Nick Hornby understands the emotional illiteracy of modern men better than most. His characters don’t speak plainly, not about the things that matter. They talk about football, mixtapes, league tables, top five break-ups, anything but the pain they’re carrying around like a hernia.

“Nobody worries about kids listening to thousands—literally thousands—of songs about broken hearts and rejection and pain and misery and loss.”

Hornby’s men are shaped by that soundtrack. Raised on The Smiths and Springsteen, feeling things they never learned how to say out loud. They don’t lash out, they wither. They don’t confess, they catalogue. And when the truth finally leaks through the cracks, when the breakup, the breakdown, the death finally forces them to speak, it doesn’t come as a monologue. It comes as a mess.

There’s no grand gesture. Just a line mumbled over a pint. A failed joke. A scratched CD. And yet, it lands harder than any polished speech. Because Hornby knows that most men don’t implode, they leak. Quietly, clumsily, and too late.

Exercise Two: The One He’ll Regret

Write a memory from the perspective of a man who didn’t do the worst thing, but let it happen. He didn’t speak up. He didn’t step in. He didn’t call back.

The story isn’t about what happened. It’s about what he didn’t do, and how it’s still there, years later, rotting quietly behind his ribcage.

The Real Craft Tip: Cut the Armour

Not all male messes are made of noise. Some whisper. Some bristle politely over a cup of tea. Like this devastating line from Alan Bennett’s A Chip in the Sugar:

“I didn’t know you had a past. I thought I was your past.”

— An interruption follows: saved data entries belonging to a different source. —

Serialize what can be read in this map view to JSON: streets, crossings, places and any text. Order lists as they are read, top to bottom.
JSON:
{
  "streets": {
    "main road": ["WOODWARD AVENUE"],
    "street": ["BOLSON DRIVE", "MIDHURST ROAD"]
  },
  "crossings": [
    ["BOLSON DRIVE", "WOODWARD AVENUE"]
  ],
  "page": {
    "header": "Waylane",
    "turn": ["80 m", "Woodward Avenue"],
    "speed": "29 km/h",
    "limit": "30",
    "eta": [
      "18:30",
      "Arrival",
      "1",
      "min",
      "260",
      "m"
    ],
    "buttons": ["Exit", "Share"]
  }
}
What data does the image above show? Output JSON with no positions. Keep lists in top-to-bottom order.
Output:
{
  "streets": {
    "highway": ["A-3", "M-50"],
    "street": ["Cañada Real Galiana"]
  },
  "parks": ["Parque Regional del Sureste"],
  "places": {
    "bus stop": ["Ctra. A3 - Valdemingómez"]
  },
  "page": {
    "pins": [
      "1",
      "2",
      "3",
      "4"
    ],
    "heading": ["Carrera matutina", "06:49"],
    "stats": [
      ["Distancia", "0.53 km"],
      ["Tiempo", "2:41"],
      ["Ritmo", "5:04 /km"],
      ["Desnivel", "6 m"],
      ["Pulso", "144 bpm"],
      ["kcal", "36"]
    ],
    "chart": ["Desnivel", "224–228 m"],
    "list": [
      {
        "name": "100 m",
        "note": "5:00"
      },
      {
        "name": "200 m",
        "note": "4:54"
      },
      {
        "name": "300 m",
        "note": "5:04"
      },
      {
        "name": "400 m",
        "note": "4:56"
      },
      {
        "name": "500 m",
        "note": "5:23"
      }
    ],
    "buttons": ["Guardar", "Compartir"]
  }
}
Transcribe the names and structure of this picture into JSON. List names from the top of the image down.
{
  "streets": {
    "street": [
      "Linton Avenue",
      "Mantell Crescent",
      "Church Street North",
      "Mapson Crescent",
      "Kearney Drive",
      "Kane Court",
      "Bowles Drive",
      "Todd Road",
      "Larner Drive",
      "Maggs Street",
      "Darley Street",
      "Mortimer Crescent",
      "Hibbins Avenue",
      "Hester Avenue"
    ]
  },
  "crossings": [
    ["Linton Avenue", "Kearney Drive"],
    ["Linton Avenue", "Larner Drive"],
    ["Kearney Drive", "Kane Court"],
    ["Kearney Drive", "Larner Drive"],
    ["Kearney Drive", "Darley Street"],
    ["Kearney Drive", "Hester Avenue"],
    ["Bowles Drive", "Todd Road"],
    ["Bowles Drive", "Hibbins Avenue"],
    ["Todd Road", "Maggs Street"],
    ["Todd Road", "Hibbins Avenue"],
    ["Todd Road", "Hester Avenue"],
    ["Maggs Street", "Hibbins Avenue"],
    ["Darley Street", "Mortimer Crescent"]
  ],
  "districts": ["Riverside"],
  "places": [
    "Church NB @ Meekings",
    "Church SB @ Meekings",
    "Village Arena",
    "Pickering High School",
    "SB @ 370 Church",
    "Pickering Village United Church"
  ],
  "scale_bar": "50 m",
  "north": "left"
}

If you find yourself writing men who are too clever, too emotionally fluent, too self-aware, stop. You’re likely writing a version of who you wish he was, or who he wants to be seen as, not who he really is.

Instead:

  • Make him get a detail wrong
  • Let him contradict himself
  • Let him say the wrong thing with conviction
  • Let him fix something stupid while something important falls apart

That’s the version that resonates. Not the clean one. The one with stains.

Final Prompt: Let Him Speak (Badly)

Write a monologue, or a stream-of-consciousness, that tries to explain an action he took. He’s not good at it. He’s defensive, he stammers, he tells half-truths. But he’s trying. Let the failure be the power.

Because that’s the real male. Not the saviour. Not the monster. Just the man trying, and often failing, to be understood.